5Q with Eric Rose: Statistics-Enabled AI to Support Mental Health Care

A man wearing a light blue button-down shirt smiles for a portrait against a gray backdrop.
Eric Rose, assistant professor of epidemiology and biostatistics. (Photo by Patrick Dodson)

By Erin Frick 

ALBANY, N.Y. (Sept. 25, 2025) — Assistant Professor Eric Rose joined the Department of Epidemiology and Biostatistics at UAlbany’s College of Integrated Health Sciences in Fall 2022. A statistician by training, he discovered his passion for the field while studying statistics at North Carolina State University. 

During graduate school, Rose became fascinated by precision medicine’s potential as a way to apply statistical theory to improve people’s lives. He focused on mental health care and developed statistical methods for studies exploring ways to use artificial intelligence (AI) to inform treatment selection. Today, his research centers on using data-driven methods to help develop tailored mental health treatment plans according to individual patient needs.

Rose is an active collaborator with the Global Center for AI in Mental Health, a research hub founded by UAlbany, SUNY Downstate Health Sciences University and the United Nations Health Innovation Exchange. 

We caught up with Rose to learn about how he applies statistics to mental health care, the growing potential for AI to improve these approaches, and what excites him most about the future of this field.  

How did you become interested in using data to help people?  

I have always loved math and knew that I wanted my career to be related to math in some way. When I was in college, I became interested in statistics because it allowed me to use math to address real-world problems, which led me to graduate school to study statistics at N.C. State. It was during graduate school that I was exposed to the field of precision medicine and was drawn to it immediately. It combined interesting statistical theory with the potential for clear, significant impact that could improve people’s lives. I started studying precision medicine in the context of mental health care because it stood out as a way I could make a significant impact. 

How can precision medicine, together with AI, improve mental health care? 

Precision medicine, also called personalized medicine, means tailoring treatment decisions to individual patient characteristics to improve patient outcomes. This does not mean creating new unique interventions for individual patients, but instead, making smarter decisions using all the available information on a patient. 

AI can be very effective for synthesizing complex information from multiple data sources, which can be used to help make the best decisions for patients. Though, the goal is not to create AI models that dictate treatment, but instead to create models that help inform treatment decisions. Creating statistical models that can be interpreted by clinicians — and applied to their patients — is key to this approach.

How could your work improve someone’s experience with mental health treatment?

There are many examples of precision medicine showing potential for improving care for many different conditions such as HIV, cancer and Alzheimer's disease. In the mental health context, predicting patient response to treatments is a key area that we are exploring. 

Individual responses to antidepressants are notoriously variable, due to a combination of factors. Identifying the right treatment for an individual is often a process of trial and error. Precision medicine can be used to predict individual responses to different treatment options. By identifying how multiple personal factors influence treatment efficacy, and how they interact, it becomes possible for clinicians to prescribe the best-fit treatment faster. Much of my work is focused on creating statistical methods to properly design and analyze studies to examine these types of questions.

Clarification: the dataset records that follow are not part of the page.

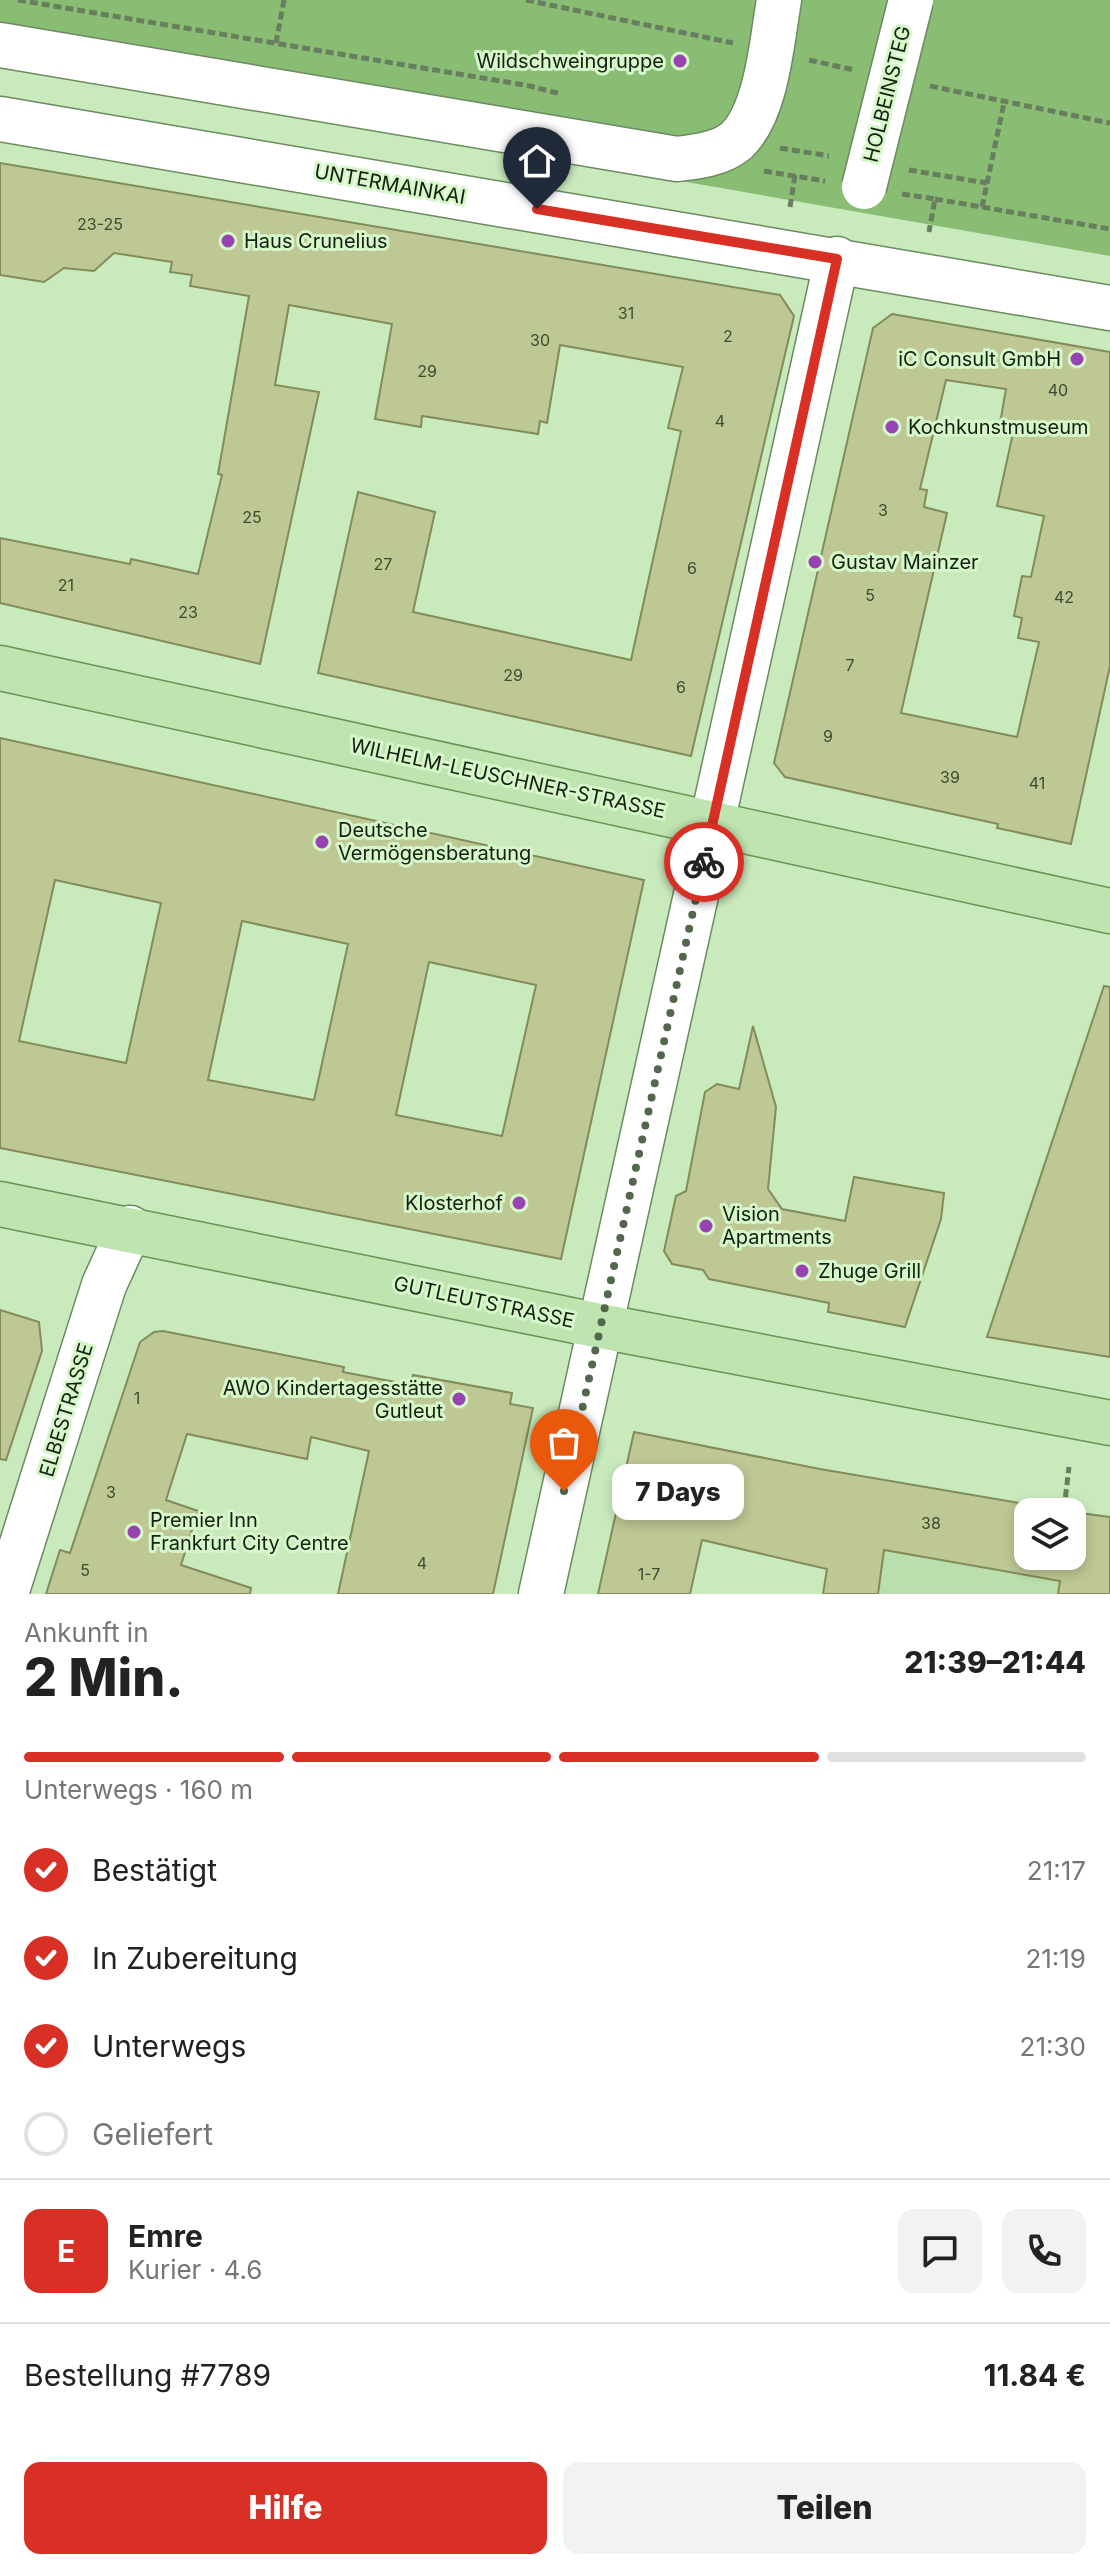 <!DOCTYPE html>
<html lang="de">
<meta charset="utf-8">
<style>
body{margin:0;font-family:Inter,sans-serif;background:#f2f2f2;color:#222;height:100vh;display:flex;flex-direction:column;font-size:30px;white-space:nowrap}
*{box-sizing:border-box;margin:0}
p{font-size:26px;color:#767676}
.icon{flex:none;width:44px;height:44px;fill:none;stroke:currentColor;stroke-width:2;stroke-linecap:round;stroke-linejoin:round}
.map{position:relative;height:1594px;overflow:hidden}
.side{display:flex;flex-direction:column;background:#fff;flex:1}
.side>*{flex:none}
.tools{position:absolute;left:1014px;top:1498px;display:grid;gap:16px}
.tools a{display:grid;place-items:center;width:72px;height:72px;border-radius:16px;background:#fff;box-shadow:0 4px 12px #0003;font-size:40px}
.pin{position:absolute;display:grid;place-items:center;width:68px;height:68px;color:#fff;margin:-82px -34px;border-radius:50% 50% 50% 0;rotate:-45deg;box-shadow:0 0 8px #0007}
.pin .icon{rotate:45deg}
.courier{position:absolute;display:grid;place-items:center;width:80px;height:80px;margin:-40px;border:6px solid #d93025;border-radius:50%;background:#fff;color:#222;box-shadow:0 2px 10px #0007}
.bubble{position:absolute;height:56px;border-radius:16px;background:#fff;box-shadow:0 4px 12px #0003;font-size:26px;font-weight:800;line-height:56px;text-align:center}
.summary em{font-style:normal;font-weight:800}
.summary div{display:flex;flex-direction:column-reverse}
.summary{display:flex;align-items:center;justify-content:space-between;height:136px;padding:0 24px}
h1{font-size:52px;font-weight:800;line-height:60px}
.bar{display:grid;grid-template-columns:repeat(4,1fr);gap:12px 8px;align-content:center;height:96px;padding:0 24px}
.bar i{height:10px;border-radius:6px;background:#e0e0e0}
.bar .selected{background:#d93025}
.bar p{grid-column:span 4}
.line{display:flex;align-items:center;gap:20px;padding:0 24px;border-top:2px solid #e0e0e0}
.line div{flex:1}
.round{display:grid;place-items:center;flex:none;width:84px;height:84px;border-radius:16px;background:#f2f2f2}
ol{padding:0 24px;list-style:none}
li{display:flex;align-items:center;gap:24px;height:88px}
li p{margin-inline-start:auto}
li .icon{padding:8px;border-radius:50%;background:#d93025;color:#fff;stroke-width:4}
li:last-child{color:#767676}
li i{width:44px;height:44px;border:4px solid #e0e0e0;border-radius:50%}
.cta{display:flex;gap:16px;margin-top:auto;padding:16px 24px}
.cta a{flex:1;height:92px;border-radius:16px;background:#d93025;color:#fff;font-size:32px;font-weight:800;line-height:92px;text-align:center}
.cta a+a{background:#f2f2f2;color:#222}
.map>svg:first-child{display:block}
</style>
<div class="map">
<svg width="1110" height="1594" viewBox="0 0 1110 1594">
<rect width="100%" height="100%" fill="#c9eabc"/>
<path fill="#badfac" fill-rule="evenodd" d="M842,1473L1083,1513L1073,1578L1060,1576L1058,1594H823ZM1028,1512H1072V1556H1028Z"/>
<path fill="#88bd73" d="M0,0H1110V256L0,62Z"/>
<g fill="#bdc894" stroke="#828c5a" stroke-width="2" fill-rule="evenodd">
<path d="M0,163L780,295L794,316L691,756L318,673L358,492L435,512L413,612L631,660L681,431L668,428L683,367L560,345L547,423L540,421L538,434L422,416L421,427L375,419L392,324L289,305L275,385L319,392L260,664L0,603V538L130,564L131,559L198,574L222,475L218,474L249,296L190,286L192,275L170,272L172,262L114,253L94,271L64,268L44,282L0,275Z"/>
<path d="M892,314L1110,352V666L1071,844L997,828L998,824L785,777L774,763L873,328ZM946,380L1006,389L999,429L1013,433L997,506L1044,516L1031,577L1022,576L1014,616L1022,618L1018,638L1039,642L1017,737L901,713L947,513L924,507L927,490L920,489Z"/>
<path d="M0,738L644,880L561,1259L0,1148ZM55,880L161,903L126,1063L19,1041ZM242,921L348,944L314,1100L208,1080ZM429,962L536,985L502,1136L396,1115Z"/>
<path d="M1104,986L1110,987V1357L987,1337Z"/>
<path d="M753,1026L776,1107L768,1189L782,1209L845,1221L854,1177L944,1193L941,1219L905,1327L828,1312L829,1303L709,1279L703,1270L672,1264L664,1251L676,1196L686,1191L705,1092L717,1084L739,1089Z"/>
<path d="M0,1310L39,1322L42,1351L6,1460L0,1459Z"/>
<path d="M163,1331L344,1367L343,1372L411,1385L413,1375L512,1393L510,1404L533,1408L493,1594H338L369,1451L311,1437L307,1459L187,1434L166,1500L198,1511L181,1565L251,1588L250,1594H46L60,1550L70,1553L140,1342L154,1332Z"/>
<path d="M634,1432L820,1469L1072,1512H1028V1556H1072V1512L1110,1517V1594H1058L1060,1581L884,1550L878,1594H823L827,1569L702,1540L690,1594H598Z"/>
</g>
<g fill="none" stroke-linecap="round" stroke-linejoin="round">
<defs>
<g id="minor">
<path d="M0,45L677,159C696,157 721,154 736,141C767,113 772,40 779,0"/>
<path d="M0,119L1110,308"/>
<path d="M6,1594L104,1285L130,1228"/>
<path d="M541,1594L837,259"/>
</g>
<g id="major">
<path d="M0,668L1110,911"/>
<path d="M0,1204L600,1326L1110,1423"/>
</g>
</defs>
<use href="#minor" stroke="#6c8a60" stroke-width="47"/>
<use href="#major" stroke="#669454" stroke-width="47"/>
<g stroke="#687e5f" stroke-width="5" stroke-dasharray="8 4" stroke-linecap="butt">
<path d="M18,0L530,86L561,94"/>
<path d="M526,0L733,43"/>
<path d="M276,43L284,0"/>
<path d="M809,60L854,70"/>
<path d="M930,86L1110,123"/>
<path d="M780,148L829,156"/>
<path d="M909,170L987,183"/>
<path d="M764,171L825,181"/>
<path d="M902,194L935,199L929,232"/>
<path d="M935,199L1110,229"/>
<path d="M790,207L795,175"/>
<path d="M982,207L1004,103"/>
<path d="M1064,1509L1069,1467"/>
</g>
<use href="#minor" stroke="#fff" stroke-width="44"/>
<use href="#major" stroke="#bee4af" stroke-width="44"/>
<defs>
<path id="minor-bridge" d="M864,187L911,0"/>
</defs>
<use href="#minor-bridge" stroke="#6c8a60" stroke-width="47" stroke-linecap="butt"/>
<use href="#minor-bridge" stroke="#fff" stroke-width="44"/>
</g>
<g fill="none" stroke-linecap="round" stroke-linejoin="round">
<path stroke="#53674c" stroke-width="8" stroke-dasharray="0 14.4" d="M564,1491L704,862"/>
<path stroke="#d93025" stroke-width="10" d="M537,209L837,259L704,862"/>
</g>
<g fill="#9743b1" stroke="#d6f7c9" stroke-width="3">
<circle cx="680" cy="61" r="8"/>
<circle cx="228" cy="241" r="8"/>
<circle cx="1077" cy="359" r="8"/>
<circle cx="892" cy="427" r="8"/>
<circle cx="815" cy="562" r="8"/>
<circle cx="322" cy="842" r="8"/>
<circle cx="519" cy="1203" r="8"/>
<circle cx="706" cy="1226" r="8"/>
<circle cx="802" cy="1271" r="8"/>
<circle cx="459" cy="1399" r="8"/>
<circle cx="134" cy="1532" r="8"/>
</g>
<g text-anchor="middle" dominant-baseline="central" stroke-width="6" stroke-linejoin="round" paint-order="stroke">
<g font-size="16" fill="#3e4a30">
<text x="100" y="224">23-25</text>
<text x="626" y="313">31</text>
<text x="728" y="336">2</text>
<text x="540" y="340">30</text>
<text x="427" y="371">29</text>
<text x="1058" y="390">40</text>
<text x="720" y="421">4</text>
<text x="883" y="510">3</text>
<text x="252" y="517">25</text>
<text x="383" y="564">27</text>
<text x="692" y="568">6</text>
<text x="66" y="585">21</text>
<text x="870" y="595">5</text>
<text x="1064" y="597">42</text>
<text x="188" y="612">23</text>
<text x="850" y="665">7</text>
<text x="513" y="675">29</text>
<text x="681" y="687">6</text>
<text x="828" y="736">9</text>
<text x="950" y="777">39</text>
<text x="1037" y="783">41</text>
<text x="137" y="1398">1</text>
<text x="111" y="1492">3</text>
<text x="931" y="1523">38</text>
<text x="422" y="1563">4</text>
<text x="85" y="1570">5</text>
<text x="649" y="1574">1-7</text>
</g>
<g font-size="20" fill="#14200f" stroke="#d6f7c9" text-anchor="start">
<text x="664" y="61" text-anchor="end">Wildschweingruppe</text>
<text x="244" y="241">Haus Crunelius</text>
<text x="1061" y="359" text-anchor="end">iC Consult GmbH</text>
<text x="908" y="427">Kochkunstmuseum</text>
<text x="831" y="562">Gustav Mainzer</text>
<text x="338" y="830">Deutsche<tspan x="338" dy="23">Vermögensberatung</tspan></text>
<text x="503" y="1203" text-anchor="end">Klosterhof</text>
<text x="722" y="1214">Vision<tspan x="722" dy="23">Apartments</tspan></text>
<text x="818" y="1271">Zhuge Grill</text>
<text x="443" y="1388" text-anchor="end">AWO Kindertagesstätte<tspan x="443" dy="23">Gutleut</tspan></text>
<text x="150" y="1520">Premier Inn<tspan x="150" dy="23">Frankfurt City Centre</tspan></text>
</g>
<g font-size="20" fill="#14200f" stroke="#d6f7c9">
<text transform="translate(887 94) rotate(-76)">HOLBEINSTEG</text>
<text transform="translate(390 184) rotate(10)">UNTERMAINKAI</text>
<text transform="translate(508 778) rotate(12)">WILHELM-LEUSCHNER-STRASSE</text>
<text transform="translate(484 1302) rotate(12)">GUTLEUTSTRASSE</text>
<text transform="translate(66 1410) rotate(-73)">ELBESTRASSE</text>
</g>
</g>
</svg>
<div class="tools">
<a><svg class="icon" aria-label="layers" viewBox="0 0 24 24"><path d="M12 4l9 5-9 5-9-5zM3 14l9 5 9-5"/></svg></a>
</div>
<div class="pin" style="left:564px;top:1491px;background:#ea580c"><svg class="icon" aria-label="bag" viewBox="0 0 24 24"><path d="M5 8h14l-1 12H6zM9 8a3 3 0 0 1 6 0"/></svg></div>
<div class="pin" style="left:537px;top:209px;background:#1f2937"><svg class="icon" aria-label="home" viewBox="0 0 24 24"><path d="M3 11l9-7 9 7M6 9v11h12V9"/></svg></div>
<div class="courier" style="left:704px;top:862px"><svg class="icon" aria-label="bike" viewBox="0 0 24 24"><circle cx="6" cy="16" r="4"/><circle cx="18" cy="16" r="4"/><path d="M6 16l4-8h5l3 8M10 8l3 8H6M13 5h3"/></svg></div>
<div class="bubble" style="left:612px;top:1464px;width:132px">7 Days</div>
</div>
<section class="side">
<div class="summary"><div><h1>2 Min.</h1><p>Ankunft in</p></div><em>21:39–21:44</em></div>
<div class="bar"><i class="selected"></i><i class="selected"></i><i class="selected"></i><i></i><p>Unterwegs · 160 m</p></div>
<ol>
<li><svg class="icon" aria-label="check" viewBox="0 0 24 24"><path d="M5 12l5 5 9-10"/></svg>Bestätigt<p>21:17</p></li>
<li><svg class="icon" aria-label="check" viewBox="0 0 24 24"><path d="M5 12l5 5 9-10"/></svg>In Zubereitung<p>21:19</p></li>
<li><svg class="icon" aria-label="check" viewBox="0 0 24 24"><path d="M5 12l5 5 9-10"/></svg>Unterwegs<p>21:30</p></li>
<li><i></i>Geliefert</li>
</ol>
<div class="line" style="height:144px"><b class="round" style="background:#d93025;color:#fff">E</b><div><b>Emre</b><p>Kurier · 4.6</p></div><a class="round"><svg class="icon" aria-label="chat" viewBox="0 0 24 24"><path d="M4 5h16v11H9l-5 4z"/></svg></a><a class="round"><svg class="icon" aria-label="phone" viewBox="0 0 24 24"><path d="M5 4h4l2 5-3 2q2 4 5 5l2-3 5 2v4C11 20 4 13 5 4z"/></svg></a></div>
<div class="line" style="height:104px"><div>Bestellung #7789</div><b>11.84 €</b></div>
<div class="cta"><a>Hilfe</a><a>Teilen</a></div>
</section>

One specific project in this vein, led by Julia Hastings, grew out of collaborations among faculty at UAlbany and SUNY Downstate through the Global Center for AI in Mental Health. Our goal is to simulate responses to different treatments at the individual level, using data-driven statistical methods that account for a mix of personal traits. Someday, this sort of method could help guide treatment selection for patients diagnosed with major depressive disorder. Instead of undergoing a lengthy and expensive search for the right antidepressant, a patient could land on the one that helps them sooner.  

How can we ensure that AI health care tools are trustworthy and equitable? 

Carefully considering the data that is used to train the algorithm in a given tool is extremely important. If there is existing bias in the data, AI tools built using this data will only perpetuate and potentially exacerbate that same bias. Similarly, we also need to consider the data that we use to evaluate the algorithm. Once we have trained and evaluated an AI tool, it is also very important to assess how it is being used and who has access to it to ensure that it is equitable.

What excites you most about future possibilities for mental health care enabled by statistical analysis and AI? 

There are many exciting research opportunities for understanding how to best design studies and analyze data to inform treatment selection as well as many different areas across health care in which clinical decision-making could be improved by these types of studies. What excites me most, though, is the enthusiasm from students. Seeing students motivated by the chance to apply statistics and AI to improve lives is very rewarding, and it makes me optimistic about where the field is headed.